We were stunned 10 days ago when, out of the blue, it seemed as if Deutsche Bank had finally figured it out: namely that constant central bank intervention is leading to increasingly more dire outcomes… such as a surge in DB CDS and its stock price plunging to record lows.
The bank which had been crushed over the past month, released a solemn appeal to the ECB and BOJ, in which it made it quite clear that any additional easing and continuous easy money will only hurt both DB and its peer banks.
In the report titled “The Risks From Further ECB and BOJ Easing” Deutsche Bank’s Parag Thatte warned that with the Zero Lower Bound already breached in nearly a third of global markets, the benefits to risk assets from further easing no longer exist, and in fact it says that while central banks have hoped that such measures would “push investors out the risk spectrum” the “impact has been exactly the opposite.“
Well, what a difference a week makes, because whoever wrote the first DB clearly got a tap on the shoulder.
Over the weekend, it was Deutsche Bank once again who reappeared with a narrative that, not all surprisingly, was the diametrical opposite of what DB said just one week earlier, when it made it very clear, that “sorry, it was only kidding”, and that it is all up to the central banks after all. This is what Sebastian Raedler said, after he angrily took the podium over from last week’s Parag Thatte.

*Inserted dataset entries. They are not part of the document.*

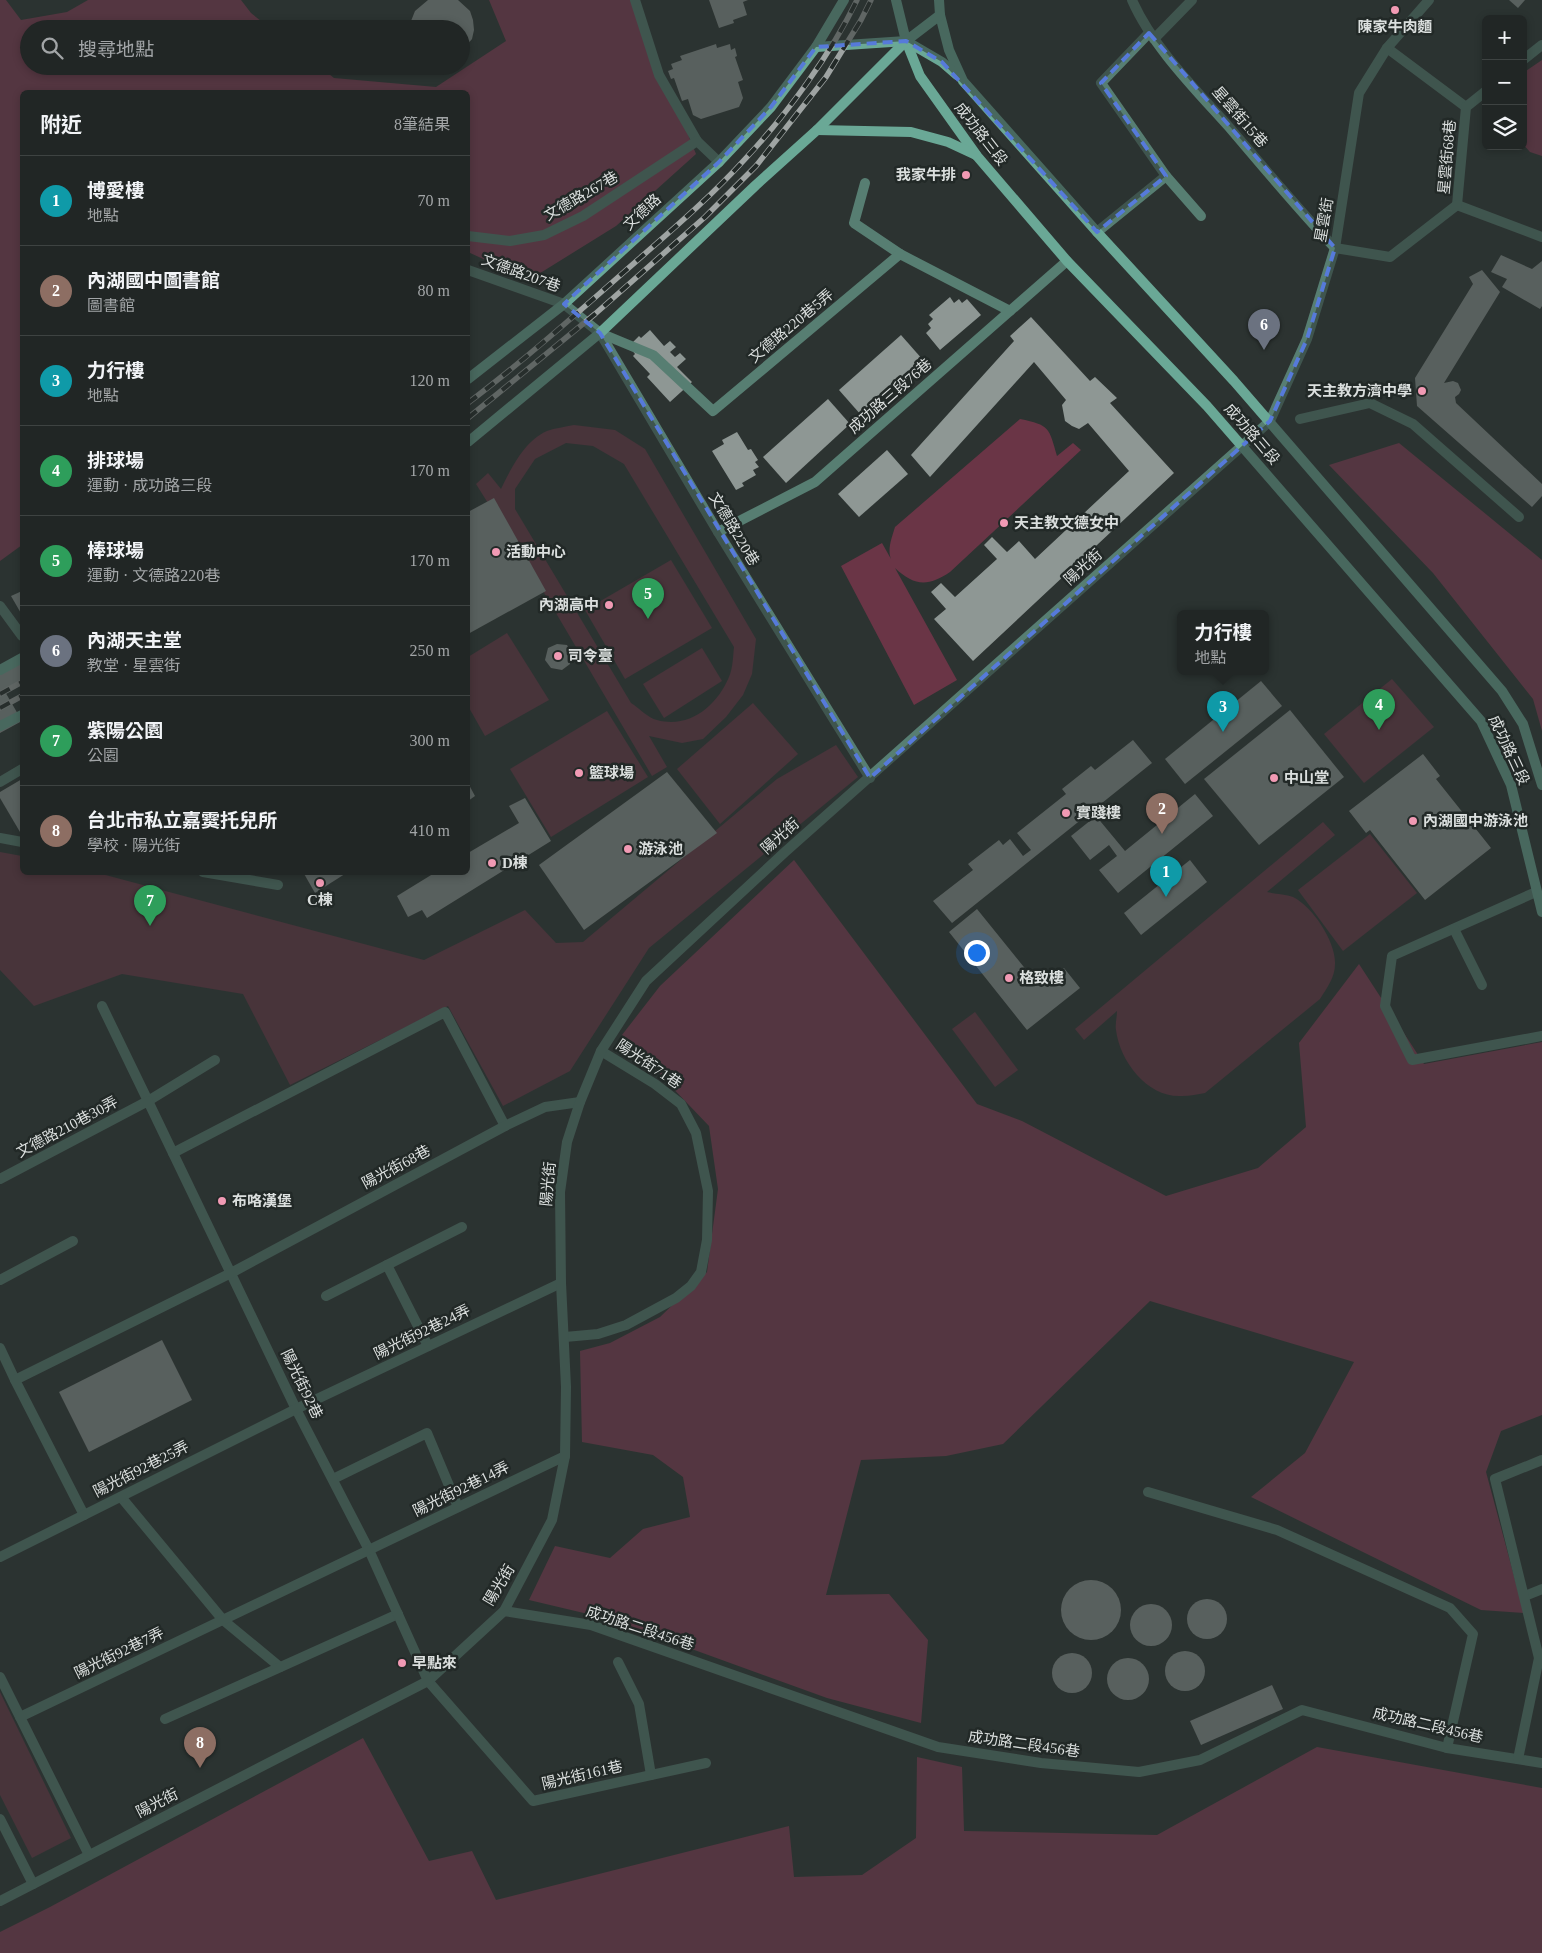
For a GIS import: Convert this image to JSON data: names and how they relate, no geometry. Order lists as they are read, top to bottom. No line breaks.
{"streets":{"main road":["成功路三段","文德路"],"street":["星雲街15巷","星雲街68巷","文德路267巷","星雲街","文德路207巷","文德路220巷5弄","成功路三段76巷","文德路220巷","陽光街","陽光街71巷","文德路210巷30弄","陽光街68巷","陽光街92巷24弄","陽光街92巷","陽光街92巷25弄","陽光街92巷14弄","成功路二段456巷","陽光街92巷7弄","陽光街161巷"]},"crossings":[["星雲街15巷","星雲街"],["成功路三段","星雲街"],["成功路三段","成功路三段76巷"],["成功路三段","陽光街"],["文德路","文德路207巷"],["文德路","文德路220巷"],["星雲街","陽光街"],["文德路207巷","文德路220巷"],["文德路220巷5弄","文德路220巷"],["成功路三段76巷","文德路220巷"],["文德路220巷","陽光街"],["陽光街","陽光街71巷"],["陽光街","陽光街68巷"],["陽光街","陽光街92巷24弄"],["陽光街","陽光街92巷"],["陽光街","陽光街92巷14弄"],["陽光街","成功路二段456巷"],["陽光街","陽光街161巷"],["文德路210巷30弄","陽光街92巷"],["陽光街68巷","陽光街92巷"],["陽光街92巷24弄","陽光街92巷"],["陽光街92巷24弄","陽光街92巷25弄"],["陽光街92巷","陽光街92巷25弄"],["陽光街92巷","陽光街92巷14弄"],["陽光街92巷","陽光街92巷7弄"],["陽光街92巷","陽光街161巷"],["陽光街92巷14弄","陽光街92巷7弄"]],"places":["陳家牛肉麵","我家牛排","天主教方濟中學","天主教文德女中","活動中心","內湖高中","司令臺","籃球場","中山堂","實踐樓","內湖國中游泳池","游泳池","D棟","C棟","格致樓","布咯漢堡","早點來"],"page":{"map_buttons":["+","−"],"search":"搜尋地點","heading":["附近","8筆結果"],"list":[{"mark":"1","name":"博愛樓","note":"地點","value":"70 m"},{"mark":"2","name":"內湖國中圖書館","note":"圖書館","value":"80 m"},{"mark":"3","name":"力行樓","note":"地點","value":"120 m"},{"mark":"4","name":"排球場","note":"運動 · 成功路三段","value":"170 m"},{"mark":"5","name":"棒球場","note":"運動 · 文德路220巷","value":"170 m"},{"mark":"6","name":"內湖天主堂","note":"教堂 · 星雲街","value":"250 m"},{"mark":"7","name":"紫陽公園","note":"公園","value":"300 m"},{"mark":"8","name":"台北市私立嘉霙托兒所","note":"學校 · 陽光街","value":"410 m"}],"pins":["6","5","4","3","2","1","7","8"],"popup":["力行樓","地點"]}}
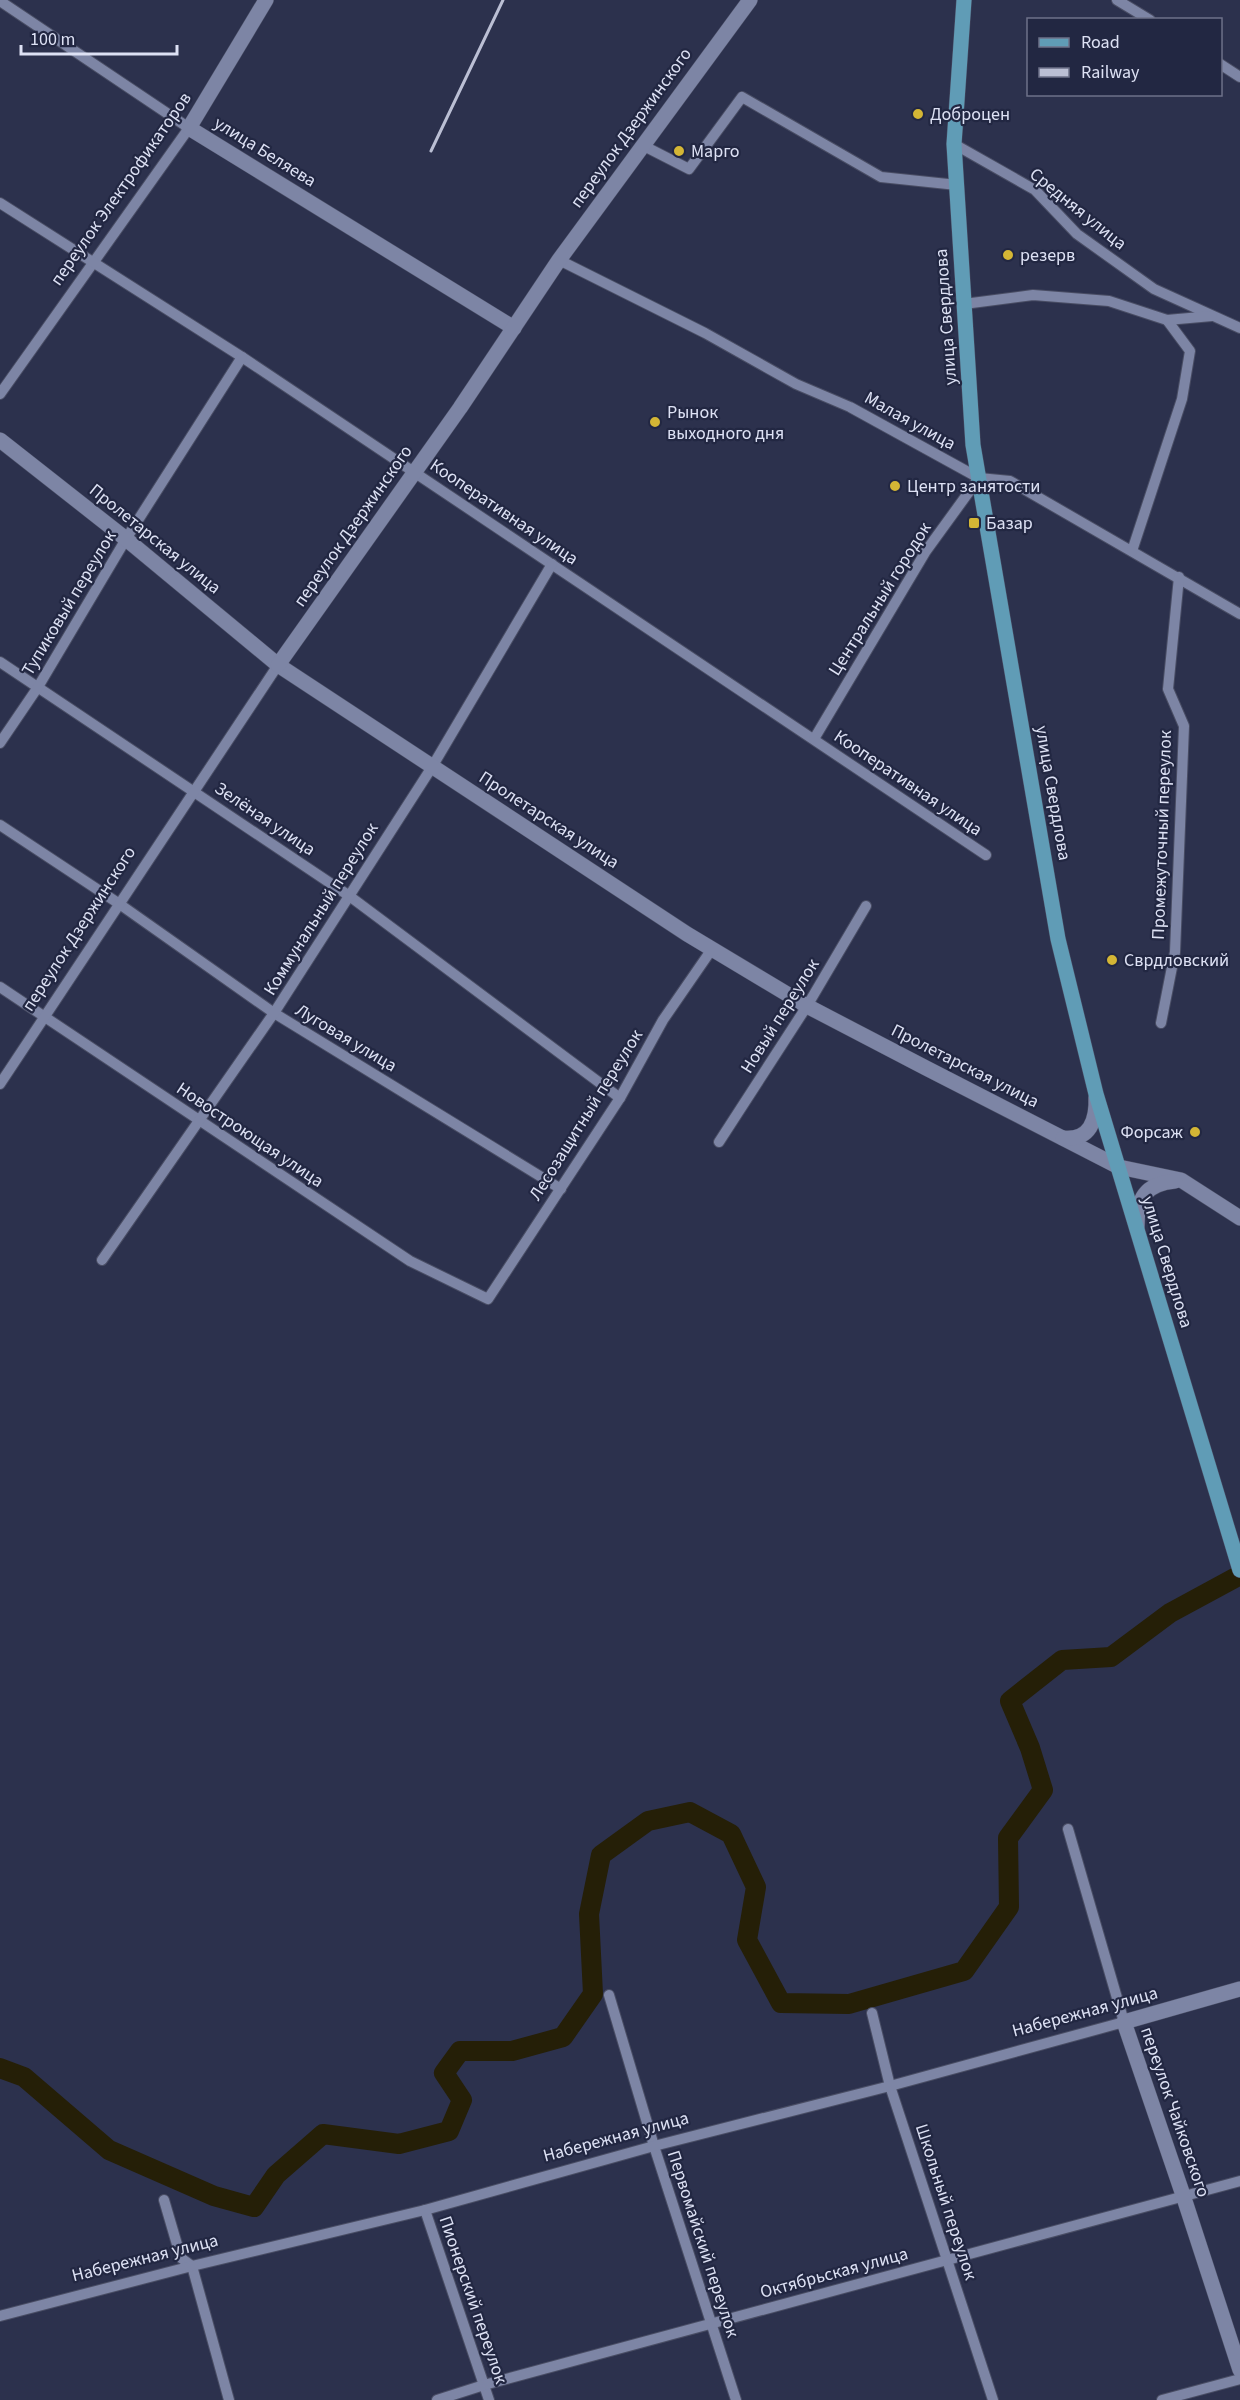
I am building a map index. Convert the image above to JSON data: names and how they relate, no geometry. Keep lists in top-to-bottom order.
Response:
{
  "streets": {
    "main road": ["улица Свердлова"],
    "street": [
      "переулок Дзержинского",
      "улица Беляева",
      "переулок Электрофикаторов",
      "Средняя улица",
      "Малая улица",
      "Кооперативная улица",
      "Пролетарская улица",
      "Центральный городок",
      "Тупиковый переулок",
      "Зелёная улица",
      "Промежуточный переулок",
      "Коммунальный переулок",
      "Новый переулок",
      "Луговая улица",
      "Лесозащитный переулок",
      "Новостроющая улица",
      "Набережная улица",
      "переулок Чайковского",
      "Школьный переулок",
      "Первомайский переулок",
      "Октябрьская улица",
      "Пионерский переулок"
    ]
  },
  "crossings": [
    ["переулок Дзержинского", "улица Беляева"],
    ["переулок Дзержинского", "Малая улица"],
    ["переулок Дзержинского", "Кооперативная улица"],
    ["переулок Дзержинского", "Пролетарская улица"],
    ["переулок Дзержинского", "Зелёная улица"],
    ["переулок Дзержинского", "Луговая улица"],
    ["переулок Дзержинского", "Новостроющая улица"],
    ["улица Беляева", "переулок Электрофикаторов"],
    ["переулок Электрофикаторов", "Кооперативная улица"],
    ["Средняя улица", "улица Свердлова"],
    ["улица Свердлова", "Малая улица"],
    ["улица Свердлова", "Пролетарская улица"],
    ["улица Свердлова", "Центральный городок"],
    ["Малая улица", "Центральный городок"],
    ["Малая улица", "Промежуточный переулок"],
    ["Кооперативная улица", "Центральный городок"],
    ["Кооперативная улица", "Тупиковый переулок"],
    ["Кооперативная улица", "Коммунальный переулок"],
    ["Пролетарская улица", "Тупиковый переулок"],
    ["Пролетарская улица", "Коммунальный переулок"],
    ["Пролетарская улица", "Новый переулок"],
    ["Пролетарская улица", "Лесозащитный переулок"],
    ["Тупиковый переулок", "Зелёная улица"],
    ["Зелёная улица", "Коммунальный переулок"],
    ["Зелёная улица", "Лесозащитный переулок"],
    ["Коммунальный переулок", "Луговая улица"],
    ["Коммунальный переулок", "Новостроющая улица"],
    ["Луговая улица", "Лесозащитный переулок"],
    ["Лесозащитный переулок", "Новостроющая улица"],
    ["Набережная улица", "переулок Чайковского"],
    ["Набережная улица", "Школьный переулок"],
    ["Набережная улица", "Первомайский переулок"],
    ["Набережная улица", "Пионерский переулок"],
    ["переулок Чайковского", "Октябрьская улица"],
    ["Школьный переулок", "Октябрьская улица"],
    ["Первомайский переулок", "Октябрьская улица"],
    ["Октябрьская улица", "Пионерский переулок"]
  ],
  "places": {
    "other": [
      "Доброцен",
      "Марго",
      "резерв",
      "Рынок выходного дня",
      "Центр занятости",
      "Сврдловский",
      "Форсаж"
    ],
    "transit": ["Базар"]
  },
  "legend": ["Road", "Railway"],
  "scale_bar": "100 m"
}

Without policy intervention, there is more downside risk for equities: any ECB measure to support European banks (e.g., an LTRO to reduce bank funding stress) would likely trigger a market rally, but addresses only a symptom of the current credit stress, not the root cause. To avoid a further rise in US defaults, we will likely need to see a Fed relent, leading to a sustainable drop in the dollar, higher oil prices and reduced energy balance sheet stress. The problem is that there is little sign of the Fed wanting to give up (with the JOLTS survey strong and Yellen’s remarks that easing elsewhere offsets Fed tightening). In the absence of strong policy intervention, more downside for European equities is likely: if credit spreads rise to 1,150bps to reflect our strategists’ default scenario of 7.2%, this points to 10% downside for equities, while a full default cycle would mean around 20% downside. A US default cycle would increase the risk of a US recession, as the rising cost of debt capital reduces investment and hiring, while falling asset prices push up savings ratios, thereby lowering consumption growth. Our US economists have recently downgraded their 2016 growth forecast to 1.2%, significantly below consensus at 2.2%. During the past two default cycles, IT, autos and consumer durables have all seen their consensus EPS slashed by 80%+.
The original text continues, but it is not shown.